• **PROBLEM DETAILS**:
Images are to be excluded, and the rest of the data repeated exactly.

*** DATASET RECORDS Section Begins ***

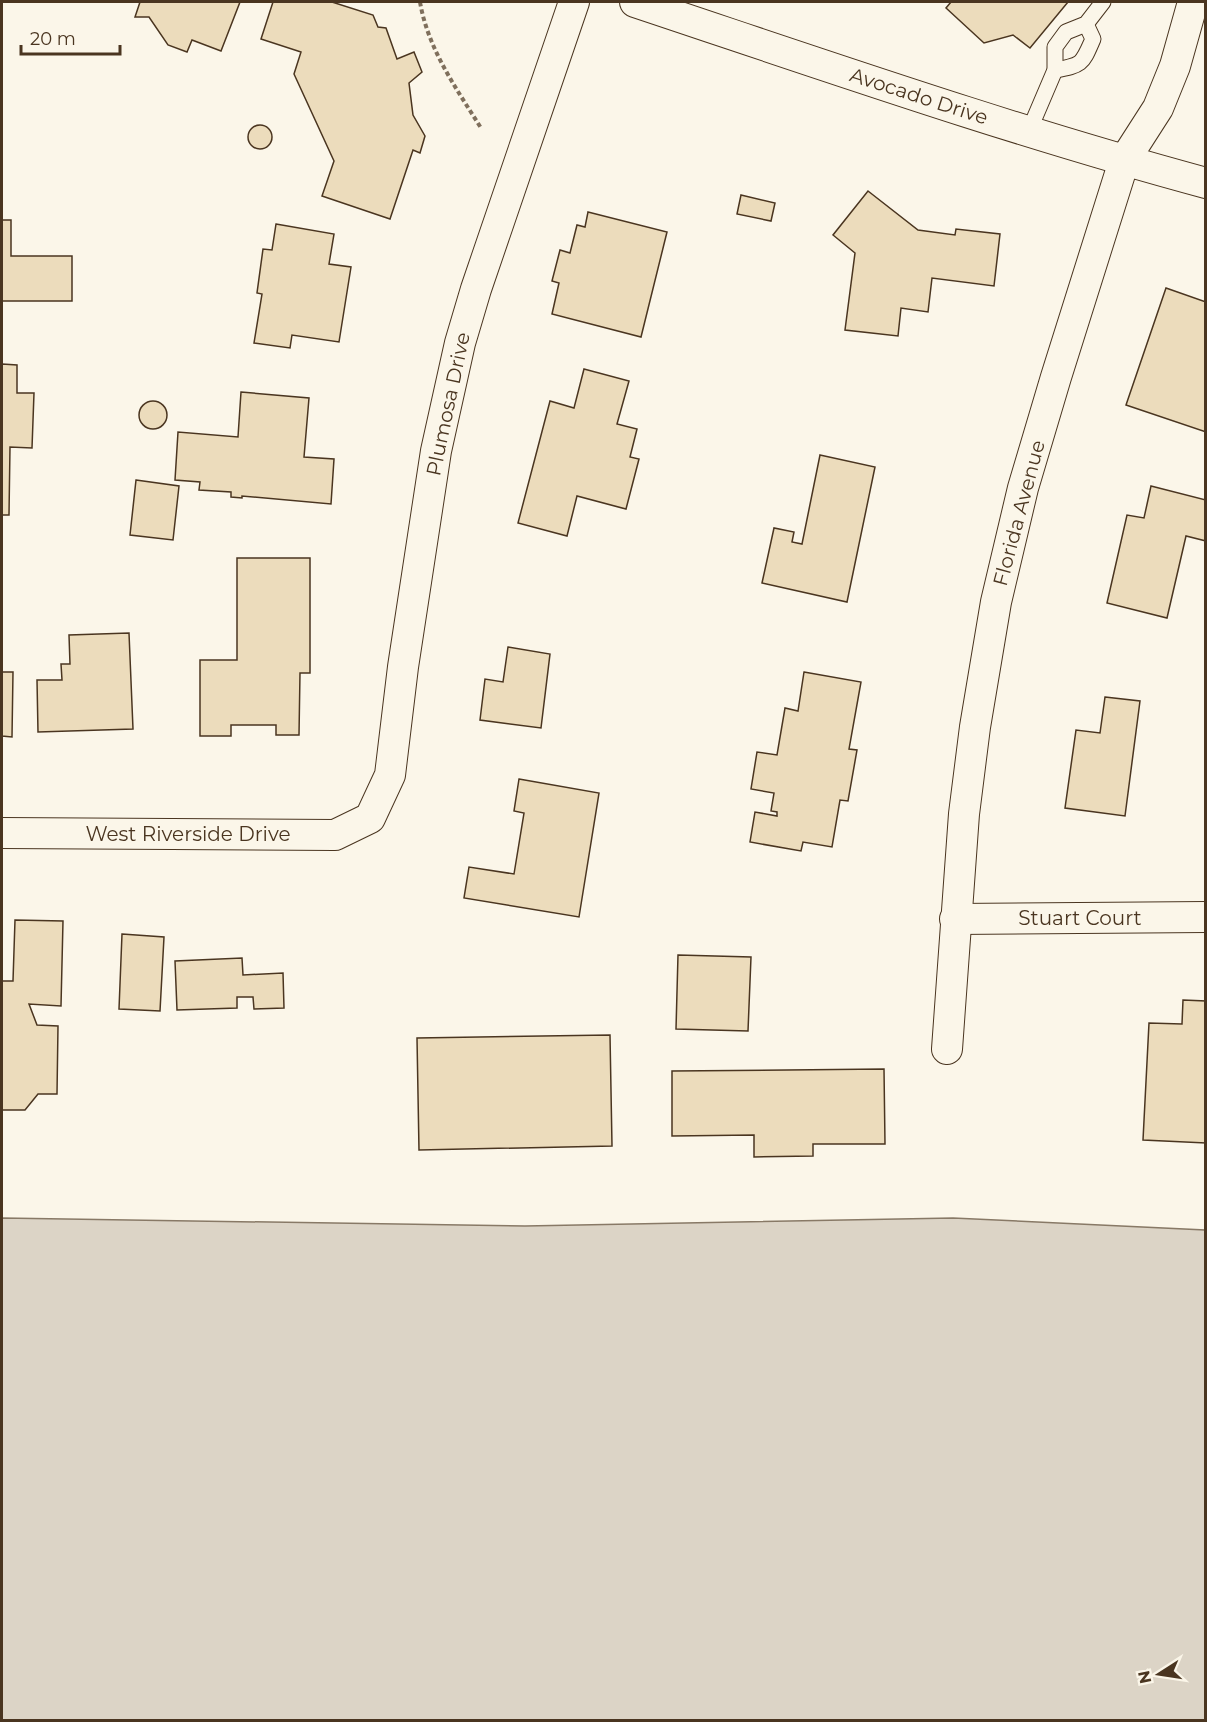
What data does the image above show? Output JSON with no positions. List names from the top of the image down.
{
  "streets": {
    "street": [
      "Avocado Drive",
      "Plumosa Drive",
      "Florida Avenue",
      "West Riverside Drive",
      "Stuart Court"
    ]
  },
  "crossings": [
    ["Avocado Drive", "Florida Avenue"],
    ["Plumosa Drive", "West Riverside Drive"],
    ["Florida Avenue", "Stuart Court"]
  ],
  "scale_bar": "20 m",
  "north": "left"
}
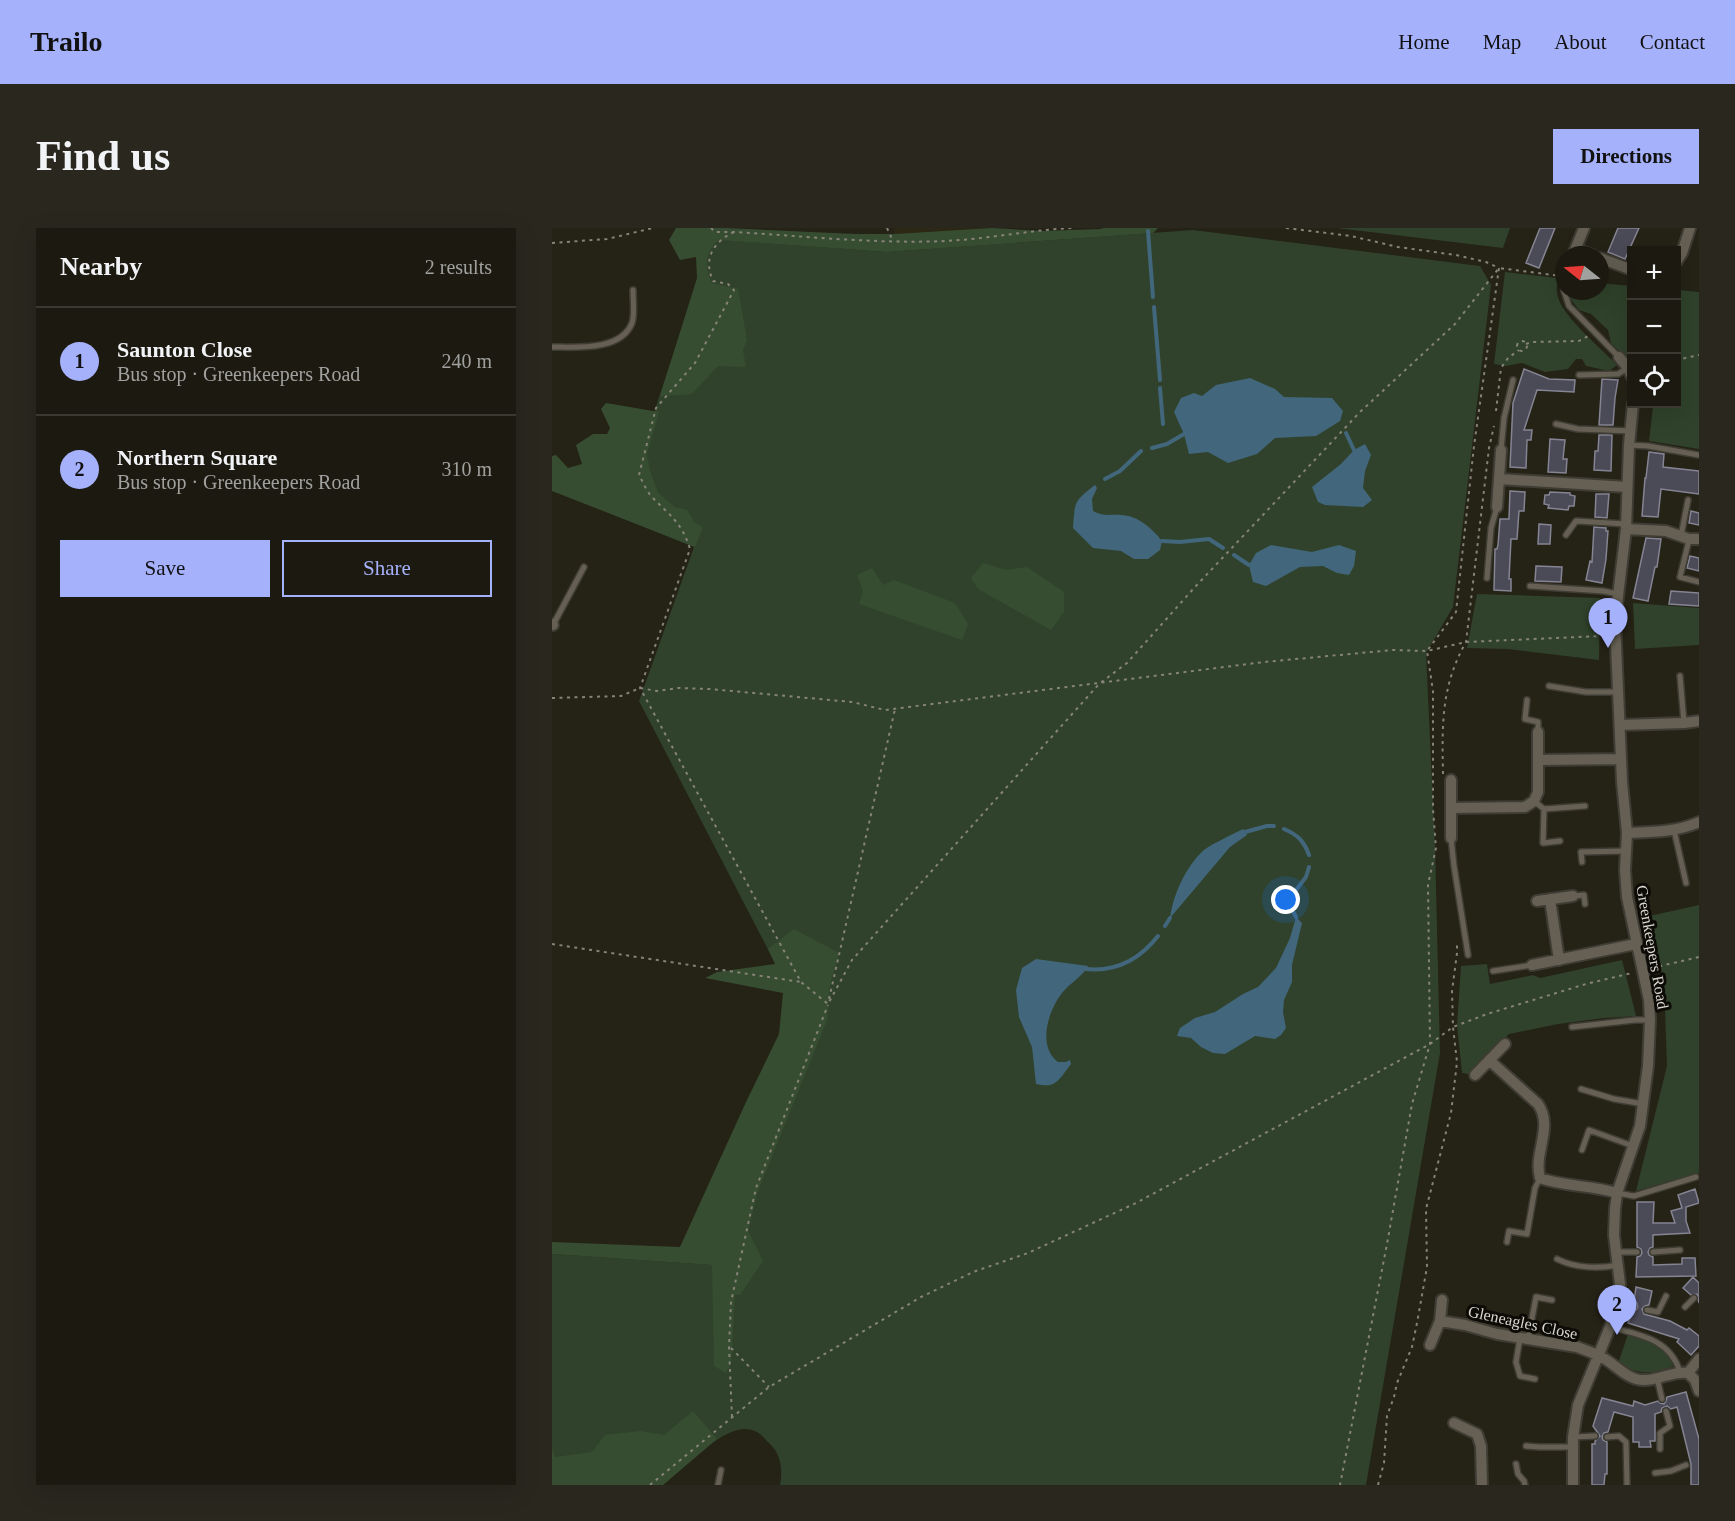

*** DATASET RECORDS Section Ends ***

• **REPLY TO THE TASK**:
What data does the image above show? Output JSON with no positions. List names from the top of the image down.
{
  "streets": {
    "street": [
      "Avocado Drive",
      "Plumosa Drive",
      "Florida Avenue",
      "West Riverside Drive",
      "Stuart Court"
    ]
  },
  "crossings": [
    ["Avocado Drive", "Florida Avenue"],
    ["Plumosa Drive", "West Riverside Drive"],
    ["Florida Avenue", "Stuart Court"]
  ],
  "scale_bar": "20 m",
  "north": "left"
}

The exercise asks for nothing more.